Task:
Every record is to be duplicated exactly as it reads, without its images.

Extracted material:
%%
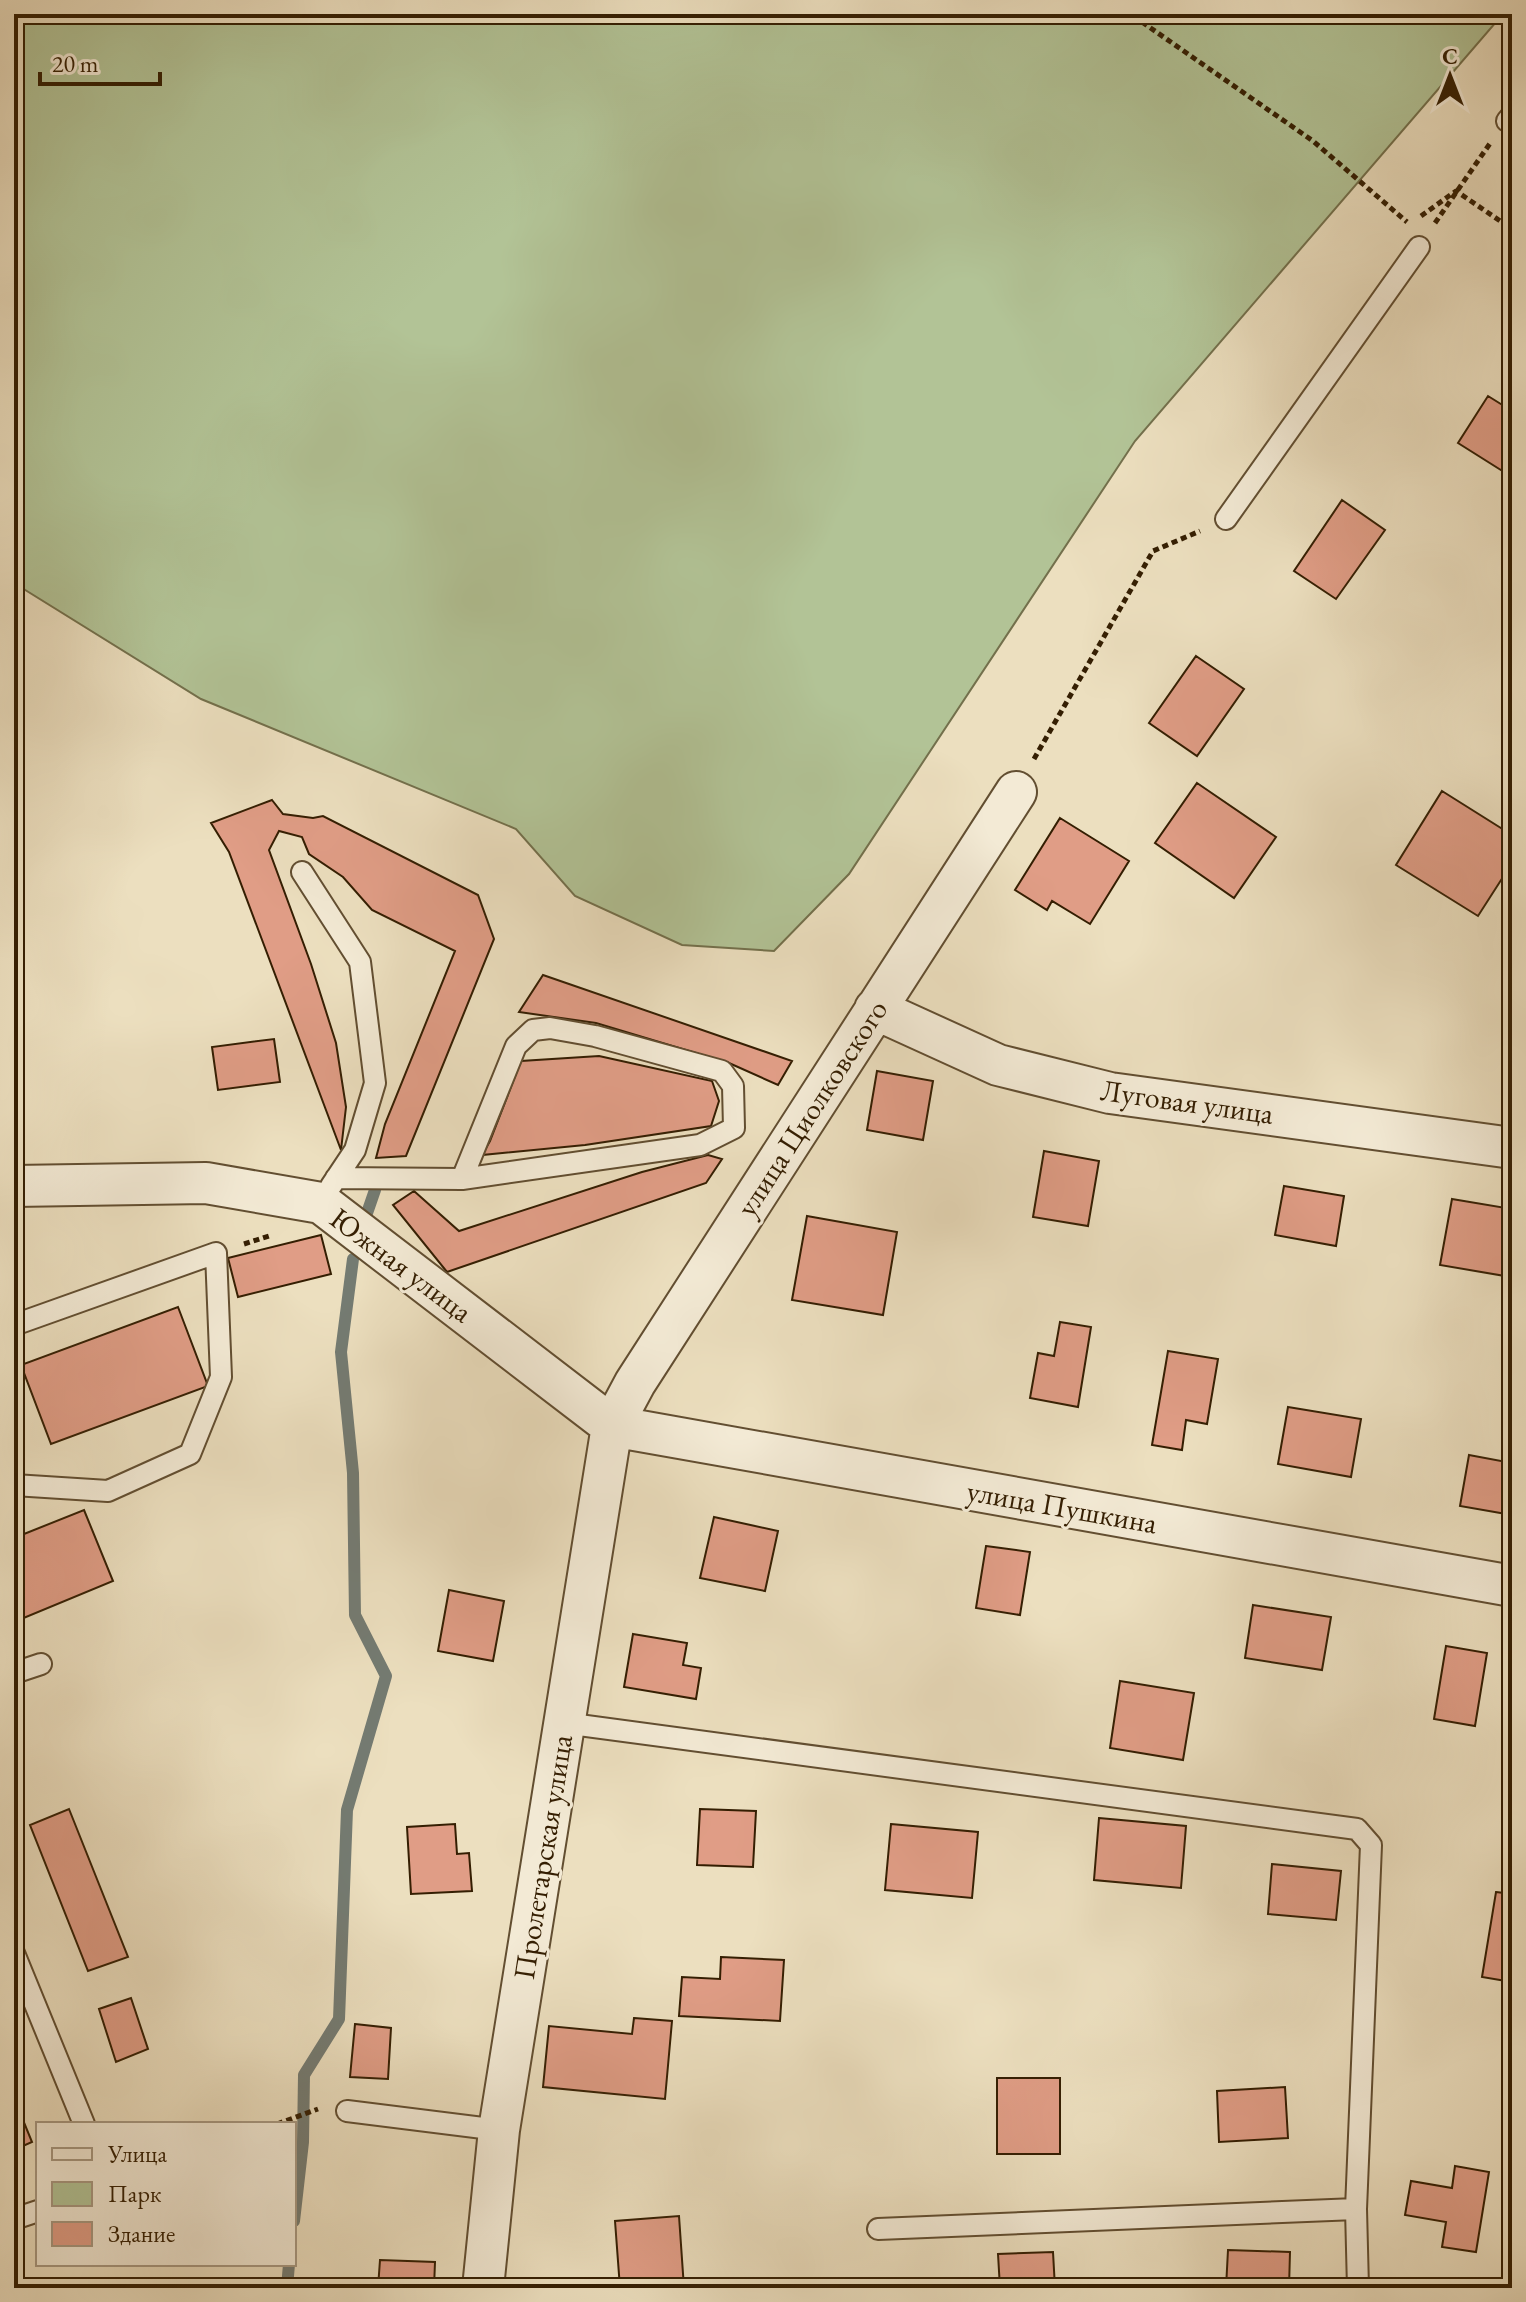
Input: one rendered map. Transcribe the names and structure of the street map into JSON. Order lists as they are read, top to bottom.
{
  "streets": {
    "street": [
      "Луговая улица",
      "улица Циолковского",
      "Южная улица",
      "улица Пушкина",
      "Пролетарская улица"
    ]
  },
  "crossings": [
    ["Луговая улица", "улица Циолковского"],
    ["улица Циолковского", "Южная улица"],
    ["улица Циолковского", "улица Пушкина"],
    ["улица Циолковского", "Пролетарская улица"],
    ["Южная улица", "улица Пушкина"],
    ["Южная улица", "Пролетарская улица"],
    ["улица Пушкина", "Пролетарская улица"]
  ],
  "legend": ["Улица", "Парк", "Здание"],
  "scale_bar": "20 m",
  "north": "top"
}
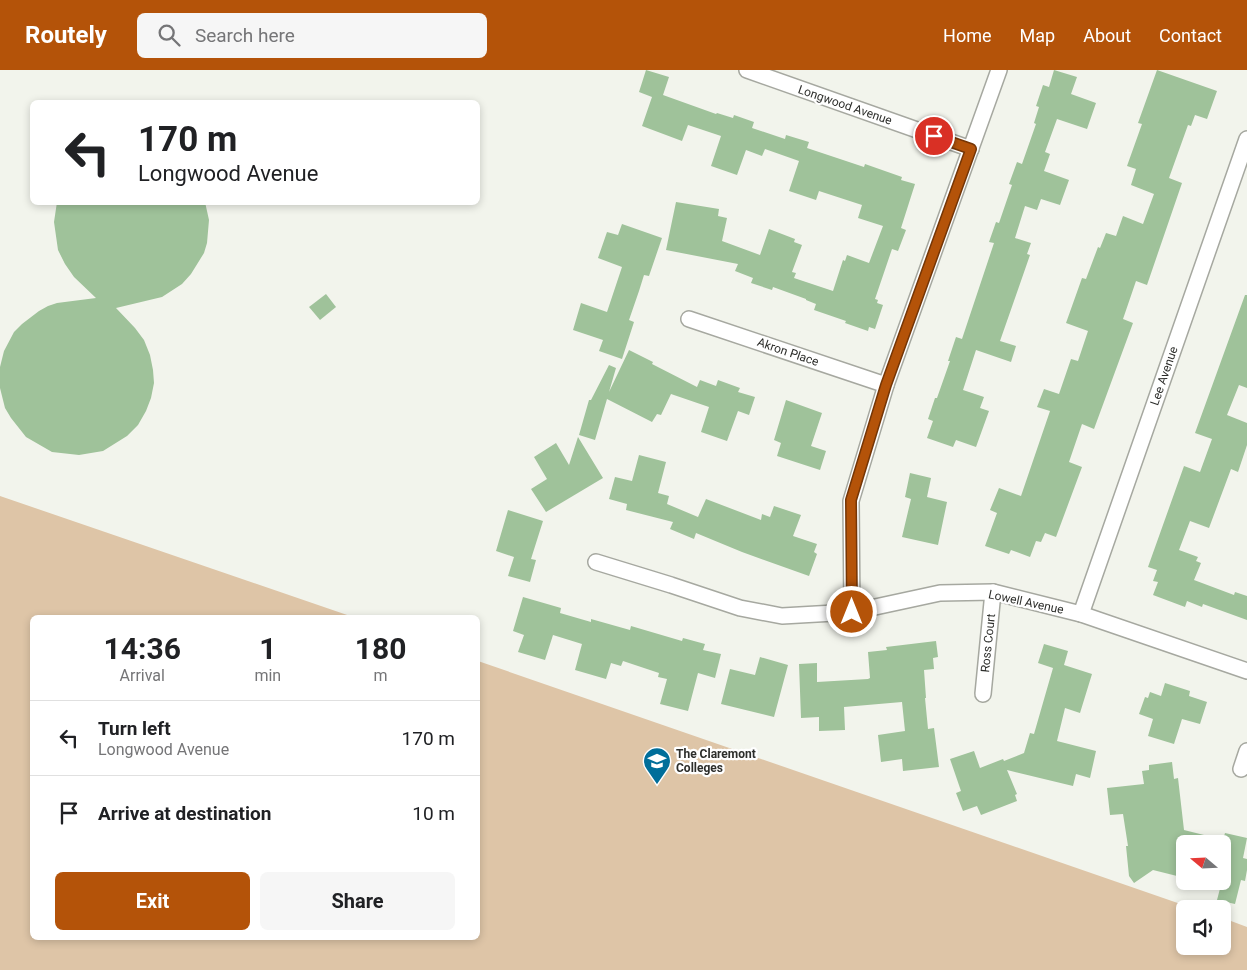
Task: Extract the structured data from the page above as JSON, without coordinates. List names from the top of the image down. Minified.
%%
Task response:
Input: one rendered map. Transcribe the names and structure of the street map into JSON. Order lists as they are read, top to bottom.
{
  "streets": {
    "street": [
      "Луговая улица",
      "улица Циолковского",
      "Южная улица",
      "улица Пушкина",
      "Пролетарская улица"
    ]
  },
  "crossings": [
    ["Луговая улица", "улица Циолковского"],
    ["улица Циолковского", "Южная улица"],
    ["улица Циолковского", "улица Пушкина"],
    ["улица Циолковского", "Пролетарская улица"],
    ["Южная улица", "улица Пушкина"],
    ["Южная улица", "Пролетарская улица"],
    ["улица Пушкина", "Пролетарская улица"]
  ],
  "legend": ["Улица", "Парк", "Здание"],
  "scale_bar": "20 m",
  "north": "top"
}
Task: Extract the structured data from the page above as JSON, without coordinates. List names from the top of the image down. Minified.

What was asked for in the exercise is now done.